Rufus Norris’s production of The Amen Corner promises to be a summer glory for The National Theatre. It shimmers with the best of James Baldwin’s writing, replete as it is with the resonance and cadences of the King James Bible, bent to the rhythms of African-American language, speech and music. In the hands of Rufus Norris it benefits from a formidable cast, and the added razzmatazz of the London Community Gospel Choir. Harlem’s community of religious fundamentalists in the 1950s is at the heart of Baldwin’s play, and what Baldwin called their beauty and their terror is both wonderfully evoked in the music and performance of this production. The tension between the religious life of the church, and the world ‘out there’ was a real-life dilemma for African-Americans in the 50s, religious leaders forcing people to choose between the only two institutions, Music and the Church – that kept them whole and offered community and structure in a discriminating society, often split families and friends, in a way Baldwin grippingly portrays.
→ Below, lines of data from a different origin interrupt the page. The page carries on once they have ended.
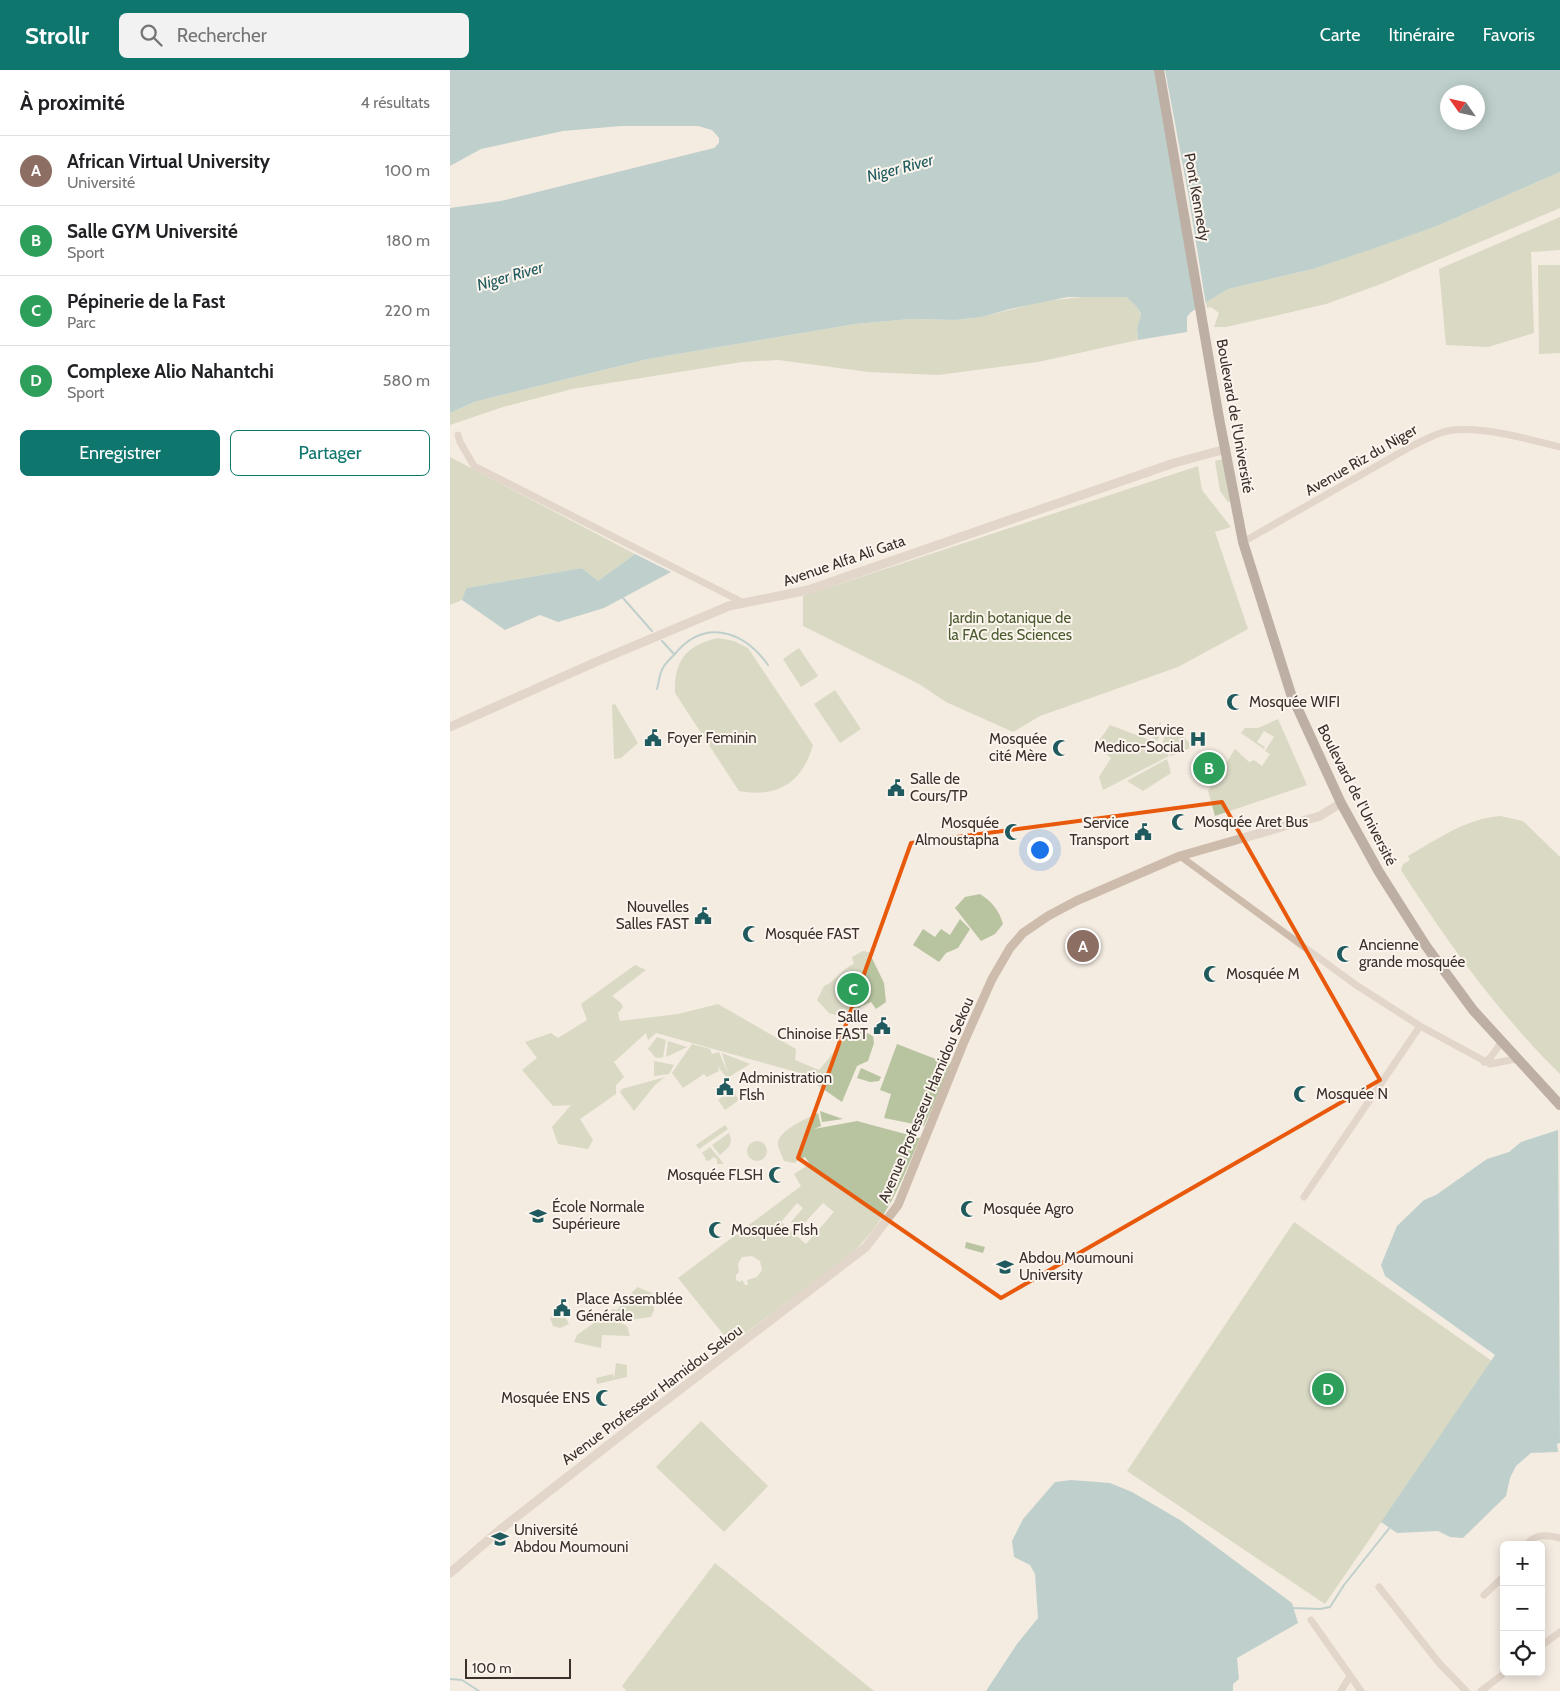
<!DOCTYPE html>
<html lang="fr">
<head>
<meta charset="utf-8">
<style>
	:root { --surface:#fff; --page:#f2f2f2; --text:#202124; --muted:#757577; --line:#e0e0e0; --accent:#0f766e }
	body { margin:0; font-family:Cabin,sans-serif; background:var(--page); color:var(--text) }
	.controls { position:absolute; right:15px; bottom:15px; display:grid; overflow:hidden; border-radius:8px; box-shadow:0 2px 12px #0003 }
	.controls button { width:45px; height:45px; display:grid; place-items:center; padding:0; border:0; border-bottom:1px solid var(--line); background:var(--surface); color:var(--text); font:25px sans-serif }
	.compass { position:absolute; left:990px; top:15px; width:45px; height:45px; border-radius:50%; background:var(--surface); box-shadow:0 2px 12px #0003; rotate:304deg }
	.scale { position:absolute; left:15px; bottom:12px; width:106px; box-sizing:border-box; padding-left:5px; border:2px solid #3b302b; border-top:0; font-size:14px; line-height:18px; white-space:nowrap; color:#3b302b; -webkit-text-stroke:4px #fbf5ee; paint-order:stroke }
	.you { position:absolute; left:589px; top:779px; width:18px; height:18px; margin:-12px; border:4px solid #fff; border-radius:50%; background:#1a73e8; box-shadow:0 0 0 8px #1a73e833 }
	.badge { display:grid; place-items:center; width:32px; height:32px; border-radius:50%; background:var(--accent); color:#fff; font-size:16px; font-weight:700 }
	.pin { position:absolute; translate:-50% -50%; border:2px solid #fff; box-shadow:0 1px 5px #0006 }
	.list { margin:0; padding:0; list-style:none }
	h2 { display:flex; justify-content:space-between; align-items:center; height:65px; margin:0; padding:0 20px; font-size:21px }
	h2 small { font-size:16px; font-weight:400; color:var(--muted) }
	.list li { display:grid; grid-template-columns:32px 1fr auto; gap:15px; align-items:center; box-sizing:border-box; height:70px; padding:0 20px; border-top:1px solid var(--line) }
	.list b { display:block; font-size:19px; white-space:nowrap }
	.list p { margin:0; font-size:16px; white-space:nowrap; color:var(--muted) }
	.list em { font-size:16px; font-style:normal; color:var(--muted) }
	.actions { display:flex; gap:10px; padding:15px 20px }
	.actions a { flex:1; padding:11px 0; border:1px solid var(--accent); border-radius:8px; text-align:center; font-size:18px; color:var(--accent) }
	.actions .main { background:var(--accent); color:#fff }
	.icon { flex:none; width:28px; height:28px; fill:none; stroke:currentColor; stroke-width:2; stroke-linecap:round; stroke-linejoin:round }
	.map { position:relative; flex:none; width:1110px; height:1621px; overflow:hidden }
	header { display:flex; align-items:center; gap:30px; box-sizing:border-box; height:70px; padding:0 25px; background:var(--accent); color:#fff }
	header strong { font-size:24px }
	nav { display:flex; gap:28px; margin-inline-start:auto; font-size:18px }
	.search { width:350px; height:45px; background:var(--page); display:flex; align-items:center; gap:12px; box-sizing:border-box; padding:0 18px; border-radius:8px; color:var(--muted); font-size:19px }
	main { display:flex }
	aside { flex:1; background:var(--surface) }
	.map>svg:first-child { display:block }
</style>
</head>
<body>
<header>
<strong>Strollr</strong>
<div class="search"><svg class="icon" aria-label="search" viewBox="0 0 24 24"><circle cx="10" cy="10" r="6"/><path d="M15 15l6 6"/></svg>Rechercher</div>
<nav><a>Carte</a><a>Itinéraire</a><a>Favoris</a></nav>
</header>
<main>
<aside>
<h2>À proximité<small>4 résultats</small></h2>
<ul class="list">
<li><span class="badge" style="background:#8d6e63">A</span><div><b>African Virtual University</b><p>Université</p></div><em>100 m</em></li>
<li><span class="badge" style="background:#2e9e5b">B</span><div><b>Salle GYM Université</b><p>Sport</p></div><em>180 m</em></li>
<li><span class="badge" style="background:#2e9e5b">C</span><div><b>Pépinerie de la Fast</b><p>Parc</p></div><em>220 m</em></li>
<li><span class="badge" style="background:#2e9e5b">D</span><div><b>Complexe Alio Nahantchi</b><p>Sport</p></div><em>580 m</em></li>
</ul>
<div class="actions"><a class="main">Enregistrer</a><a>Partager</a></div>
</aside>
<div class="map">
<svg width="1110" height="1621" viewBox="0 0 1110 1621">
	<rect width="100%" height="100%" fill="#f4ebe1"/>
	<!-- green -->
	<path fill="#b8c4a0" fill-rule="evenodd" d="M1110 102V138L931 214 876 234 776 257H764L769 243 761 237 757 238 756 233 778 219 863 199 987 156Z
		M1110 147V180L1081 182 1084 263 1038 277 996 275 989 199Z
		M1088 195H1110V283L1089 284Z
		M641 226 676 227 686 236 691 245 687 259 688 270 588 292 488 305 419 302 328 290 292 292 122 319 53 337 0 355V343L24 332 198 289 405 254 461 249 506 250 532 247 595 231Z
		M0 387 185 484 148 511 132 498 16 518 12 530 0 535Z
		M773 389 780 431 778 432 770 421 765 391Z
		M748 396 752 420 781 457 765 462 798 559 728 597 590 646 563 662 496 632 469 614 353 556V526Z
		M268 568 284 571 298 578 363 675C352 713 328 728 289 721L225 623C224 591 236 575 268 568Z
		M349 578 368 606 351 617 333 589Z
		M385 620 411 659 390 673 364 634Z
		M165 634 188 673 171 688 164 689 162 635Z
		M828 649 857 715 765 746 758 721 785 679 799 692 804 690 812 696 820 684 815 681 824 667 814 661 807 672 815 677 814 679 791 663 795 658H808Z
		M711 652 708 671 702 667 701 662Z
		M717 654 739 672 740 678 721 686 713 672Z
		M660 655 713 675 719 686 653 720 649 707 661 688 646 675Z
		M717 689 721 703 693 721 677 711Z
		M1050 746 1073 751 1110 787V1004C1048 943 998 873 951 800L953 794 960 790 958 786C988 769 1015 749 1050 746Z
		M530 824C542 832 549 840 553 854L545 864 531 871 505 838 515 827Z
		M510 849 520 859 508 878 496 883 489 892 463 875 473 859 485 867 491 859 500 865Z
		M413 881 419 882 434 913 436 932 426 939 421 932 410 937 411 944 403 950 379 943 367 930 374 916C386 912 392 898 404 894L402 887Z
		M185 895 196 900 162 926 171 933 173 937 168 943 170 951 228 944 268 934 346 979 345 990 369 1000 405 957 423 966 424 973 418 991 407 996 392 1032 350 1003 206 963 198 970 196 963 164 992 174 1007 166 1015V1024L130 1049 143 1070 138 1079 108 1074 102 1057 121 1035 103 1036 72 1000 87 988 75 972 101 963 108 968 137 950 131 934Z
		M207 967 216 970 213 987 206 988 198 979Z
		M218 971 237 977 216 987Z
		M242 974 260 979 262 984 269 982 278 1003 272 983 300 994 279 1007V1010L267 996 269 1001 257 1007 254 1004 233 1018 222 1003Z
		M447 974 501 995 474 1056 434 1048 441 1024 430 1020Z
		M204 991 224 995 219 1004 204 1006Z
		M411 998 431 1007 429 1011 420 1012 407 1008Z
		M215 1007 205 1015 184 1041 170 1022 172 1019Z
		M282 1020 289 1030 275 1040 268 1030Z
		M370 1041 393 1049 372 1052Z
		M368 1043 371 1056 364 1059 407 1051 470 1068C451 1112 437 1151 401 1184L281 1274 228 1208 351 1116 344 1104 360 1094 355 1087 344 1093 334 1091C332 1086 329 1080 328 1075 326 1061 358 1048 368 1043ZM347 1133 353 1138 341 1152 349 1159 373 1133 384 1142 356 1174 331 1152ZM302 1186 310 1191 312 1200 307 1207 297 1210 298 1215H295L292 1210 290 1212 286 1210V1205L289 1202 288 1194 292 1187Z
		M275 1055 278 1059 249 1079 246 1075Z
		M279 1063C284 1075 278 1078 270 1085L262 1075Z
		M297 1081a10 10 0 1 1 20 0a10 10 0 1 1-20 0Z
		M260 1077 274 1094H267V1089L263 1087 259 1091 255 1090 256 1089 252 1083Z
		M844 1152 1042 1291 875 1534 677 1401Z
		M516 1172 535 1177 533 1183 515 1178Z
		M187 1217 202 1223 204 1240 201 1247 178 1250 177 1248 170 1247 169 1252 177 1256 180 1266 152 1265 151 1278 124 1272 127 1265 163 1239 167 1240Z
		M105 1244 108 1248 115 1247 119 1254 110 1258 103 1256 100 1248Z
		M166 1293 177 1295V1307L147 1314 146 1308 163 1304 164 1309Z
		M251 1351 318 1416 274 1462 206 1397Z
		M265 1493 424 1621H177L172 1616Z"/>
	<!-- water -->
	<path fill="#7fb0b2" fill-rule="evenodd" d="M0 0H1110V102L987 156 925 178 863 199 778 219 741 242 737 247V262L688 270 687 259 691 244 686 236 676 227H618L560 239 532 247 506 250 461 249 405 254 198 289 24 332 0 343V138L51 131 264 78 269 73V68L262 60 248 56H171L113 61 31 79 0 96ZM998 22H1028V52H998Z
		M185 484 221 502 154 538 108 552 90 545 55 560 12 530 16 518 132 498 148 511Z
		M1108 1060 1110 1373 1107 1374 1108 1382 1081 1383 1066 1396 1060 1408 1056 1426 1013 1468 1000 1467 988 1461 947 1463 931 1452 1045 1285 935 1206 931 1195 947 1156 974 1130 986 1125 1037 1089 1059 1082 1071 1072Z
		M621 1410 660 1413 682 1422 730 1450 842 1533 848 1553 787 1588 789 1609 783 1614V1621H536L567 1574 588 1548 585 1504 580 1495 564 1487 562 1471 573 1449 605 1412Z"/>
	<!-- pier -->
	<path fill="#f4ebe1" d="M706 0H715L738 123 756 235 748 240Z"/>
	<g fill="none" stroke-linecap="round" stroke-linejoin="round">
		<!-- stream -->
		<path stroke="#7fb0b2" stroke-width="2" d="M173 528 202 561
			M212 571 224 584
			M207 619C209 613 209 605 212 600 214 594 220 589 224 585 254 548 293 560 318 595
			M842 1538 870 1539 880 1537 894 1515 941 1456
			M0 1609 12 1610 29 1621"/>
		<!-- minor -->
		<path stroke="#cdbbac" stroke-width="7" d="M8 365 10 372 24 396 294 533
			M793 472 960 377C974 370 988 362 1003 360 1037 357 1078 369 1110 377
			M730 786 906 915 970 956 1040 994 1066 989
			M1034 992 1040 988 1051 973
			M854 1127 970 956
			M1076 1475C1085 1463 1097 1465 1110 1468
			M929 1517 989 1593 1016 1621
			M1034 1525 1054 1506
			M861 1550 911 1621
			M1091 1576 1110 1562
			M891 1621 900 1606
			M1031 1621 1056 1602"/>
		<!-- tertiary -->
		<path stroke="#cdbbac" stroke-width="9" d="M0 657 148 591 279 536 358 520 724 393 776 379
			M0 1503 51 1459 189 1351 416 1177 448 1135 513 974 542 909 560 878 573 863 598 846 626 831 730 786 870 746 891 733"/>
		<!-- primary -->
		<path stroke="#7d675c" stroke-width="10" d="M709 0 769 348 793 472 841 624 891 733 929 802 976 876 1023 940 1110 1035"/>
	</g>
	<!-- marked area -->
	<path d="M0 0H1110V1621H0ZM772 732 930 1010 551 1228 348 1088 461 773Z" fill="#f4ebe1" fill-opacity=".55" fill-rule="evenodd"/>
	<path fill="none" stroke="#e8590c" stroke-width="4" stroke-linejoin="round" d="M772 732 930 1010 551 1228 348 1088 461 773Z"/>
	<!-- icons -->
	<defs>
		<g id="mosque-bare" transform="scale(1.35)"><path d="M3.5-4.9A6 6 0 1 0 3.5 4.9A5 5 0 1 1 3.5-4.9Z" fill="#1f5a5e" stroke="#fbf5ee" stroke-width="2.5" paint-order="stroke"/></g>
		<g id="civic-bare" transform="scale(1.35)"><path d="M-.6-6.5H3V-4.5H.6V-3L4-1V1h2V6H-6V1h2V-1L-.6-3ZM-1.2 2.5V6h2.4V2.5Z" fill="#1f5a5e" stroke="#fbf5ee" stroke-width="2.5" paint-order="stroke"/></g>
		<g id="hospital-bare" transform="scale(1.35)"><path d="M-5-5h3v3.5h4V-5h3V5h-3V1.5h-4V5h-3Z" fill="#1f5a5e" stroke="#fbf5ee" stroke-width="2.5" paint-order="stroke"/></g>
		<g id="university-bare" transform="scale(1.35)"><path d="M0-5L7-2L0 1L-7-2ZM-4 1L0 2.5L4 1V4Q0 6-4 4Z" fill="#1f5a5e" stroke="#fbf5ee" stroke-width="2.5" paint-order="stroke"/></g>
	</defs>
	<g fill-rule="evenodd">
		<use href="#mosque-bare" x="785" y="632"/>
		<use href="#civic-bare" x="203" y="668"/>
		<use href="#hospital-bare" x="748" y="669"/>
		<use href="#mosque-bare" x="611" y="678"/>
		<use href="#civic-bare" x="446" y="718"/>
		<use href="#mosque-bare" x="730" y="752"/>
		<use href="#mosque-bare" x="563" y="762"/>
		<use href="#civic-bare" x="693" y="762"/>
		<use href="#civic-bare" x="253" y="846"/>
		<use href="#mosque-bare" x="301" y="864"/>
		<use href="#mosque-bare" x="895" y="884"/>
		<use href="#mosque-bare" x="762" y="904"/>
		<use href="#civic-bare" x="432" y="956"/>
		<use href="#civic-bare" x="275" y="1017"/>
		<use href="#mosque-bare" x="852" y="1024"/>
		<use href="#mosque-bare" x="327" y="1105"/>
		<use href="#mosque-bare" x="519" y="1139"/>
		<use href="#university-bare" x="88" y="1146"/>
		<use href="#mosque-bare" x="267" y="1160"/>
		<use href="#university-bare" x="555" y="1197"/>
		<use href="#civic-bare" x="112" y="1238"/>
		<use href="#mosque-bare" x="154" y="1328"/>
		<use href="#university-bare" x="50" y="1469"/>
	</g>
	<g text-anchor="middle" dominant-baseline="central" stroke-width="4" stroke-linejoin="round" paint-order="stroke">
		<!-- street labels -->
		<g font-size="15" fill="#3b302b" stroke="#fbf5ee">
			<text transform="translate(747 127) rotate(80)">Pont Kennedy</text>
			<text transform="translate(785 346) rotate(80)">Boulevard de l'Université</text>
			<text transform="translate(911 390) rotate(-30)">Avenue Riz du Niger</text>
			<text transform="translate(394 491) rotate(-19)">Avenue Alfa Ali Gata</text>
			<text transform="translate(907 725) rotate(63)">Boulevard de l'Université</text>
			<text transform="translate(476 1030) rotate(-67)">Avenue Professeur Hamidou Sekou</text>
			<text transform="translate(202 1325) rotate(-37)">Avenue Professeur Hamidou Sekou</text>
		</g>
		<!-- park labels -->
		<g font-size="15" fill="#4a5a2e" stroke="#fbf5ee">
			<text x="560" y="548">Jardin botanique de<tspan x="560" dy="17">la FAC des Sciences</tspan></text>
		</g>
		<!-- poi labels -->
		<g font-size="15" fill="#3b302b" stroke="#fbf5ee" text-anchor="start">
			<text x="799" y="632">Mosquée WIFI</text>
			<text x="734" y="660" text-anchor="end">Service<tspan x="734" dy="17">Medico-Social</tspan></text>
			<text x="217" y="668">Foyer Feminin</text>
			<text x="597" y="669" text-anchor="end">Mosquée<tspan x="597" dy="17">cité Mère</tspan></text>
			<text x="460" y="709">Salle de<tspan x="460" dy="17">Cours/TP</tspan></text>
			<text x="744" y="752">Mosquée Aret Bus</text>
			<text x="549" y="753" text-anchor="end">Mosquée<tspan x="549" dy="17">Almoustapha</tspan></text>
			<text x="679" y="753" text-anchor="end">Service<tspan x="679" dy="17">Transport</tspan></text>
			<text x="239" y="837" text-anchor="end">Nouvelles<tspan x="239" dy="17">Salles FAST</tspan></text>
			<text x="315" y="864">Mosquée FAST</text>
			<text x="909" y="875">Ancienne<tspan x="909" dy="17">grande mosquée</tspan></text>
			<text x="776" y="904">Mosquée M</text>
			<text x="418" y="947" text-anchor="end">Salle<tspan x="418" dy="17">Chinoise FAST</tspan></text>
			<text x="289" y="1008">Administration<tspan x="289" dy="17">Flsh</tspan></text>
			<text x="866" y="1024">Mosquée N</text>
			<text x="313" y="1105" text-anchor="end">Mosquée FLSH</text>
			<text x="102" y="1137">École Normale<tspan x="102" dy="17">Supérieure</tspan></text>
			<text x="533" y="1139">Mosquée Agro</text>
			<text x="281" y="1160">Mosquée Flsh</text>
			<text x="569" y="1188">Abdou Moumouni<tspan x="569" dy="17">University</tspan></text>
			<text x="126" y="1229">Place Assemblée<tspan x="126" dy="17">Générale</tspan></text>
			<text x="140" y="1328" text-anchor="end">Mosquée ENS</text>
			<text x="64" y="1460">Université<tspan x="64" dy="17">Abdou Moumouni</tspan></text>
		</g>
		<!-- water labels -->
		<g font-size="16" font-style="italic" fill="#1f5a5e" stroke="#fbf5ee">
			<text transform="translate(450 98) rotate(-15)">Niger River</text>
			<text transform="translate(60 206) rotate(-16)">Niger River</text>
		</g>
	</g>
</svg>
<div class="controls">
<button>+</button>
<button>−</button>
<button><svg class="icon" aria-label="locate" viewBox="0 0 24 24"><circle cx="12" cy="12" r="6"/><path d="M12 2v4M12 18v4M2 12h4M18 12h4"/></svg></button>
</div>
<svg class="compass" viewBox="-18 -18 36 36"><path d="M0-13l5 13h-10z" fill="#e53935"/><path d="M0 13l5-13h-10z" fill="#757577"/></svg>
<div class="scale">100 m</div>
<div class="you"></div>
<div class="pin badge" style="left:633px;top:876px;background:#8d6e63">A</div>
<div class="pin badge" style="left:759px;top:698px;background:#2e9e5b">B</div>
<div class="pin badge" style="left:403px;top:919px;background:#2e9e5b">C</div>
<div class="pin badge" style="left:878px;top:1319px;background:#2e9e5b">D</div>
</div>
</main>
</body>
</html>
Margaret (Marianne Jean-Baptiste) is the fundamentalist Christian pastor of a poor black church in Harlem; uncompromising even as her congregation chafe under her moral demands. Her life is turned upside down when her dissolute musician husband, Luke returns unexpectedly comes back into her life. Her son threatens to walk out of the holy life she has planned for him and into the ‘world’ as she calls it. Members of her congregation, emboldened by revelations that show Margaret to be less holy than she claims, begin to question her authority. (Cecilia Noble) is formidably funny, pitiable and at the same sinister as Sister Moore, the church elder who ultimately makes a grab for Margaret’s position as pastor.
Born into the church himself, James Baldwin always maintained a sympathy for the black church as a space that offered poor blacks a place of love and dignity, yet his drama also expertly draws out the barrenness between the narrow, religious life Margaret tries to create for herself, her son and her congregation against the deprivations of the world outside, and the obvious rebuke to that life offered by her dissolute and as it turns out, dying but defiantly worldly husband. When Margaret suggests to her congregation adding drums and trumpets to the church’s repertoire of worship, the suggestion of trumpets in the church appear too close for comfort to the worldly music of jazz. That their moral world is underpinned by the brutal reality of money and poverty in a marginalised community is soon brought home to them, as the false barriers Margaret has put up against what Baldwin might have called transcendent love, fall apart.
Musically, there’s a particularly deft touch from (Reverend Bazil Meade and Tim Sutton) in the addition of ‘What a mighty god we serve’, a song popular with contemporary evangelical churches – to the play’s drama; though that’s the only overt reference to contemporary evangelical churches, thematically there’s a lot here for contemporary African audiences to relate to, especially the febrile and all consuming atmosphere of religiosity of daily life for communities steeped in religious practice, vividly brought to life vividly in Norris’s production. It’s not entirely successful in evoking the real-life material privation underneath all the internal church squabbles, sometimes, one gets a sense that this production plays up the comedy in place of the pain, either that, or The Amen Corner is James Baldwin at his funniest. For those familiar with much of Baldwin’s oeuvre, the humour may come as a little bit of a surprise, but a welcome one. It certainly went down well with the audience when we saw it. Ultimately, this is a masterful and excellent evocation of the febrile ecstasy, ridiculousness and joy that accompany any form of zealotry, punched through with humour and musical glory. The rare chance to see Marianne Jean-Baptiste on a london stage is an additional, but delicious bonus.
The verdict: It’s great to see this rarely performed important and beautiful play on the London stage. A brilliant production with a brilliant cast, anyone who loves the rich cadences of African-American gospel music and the King James Bible will love this, and those that don’t will find the humour and pace of the play provide an entertaining night out.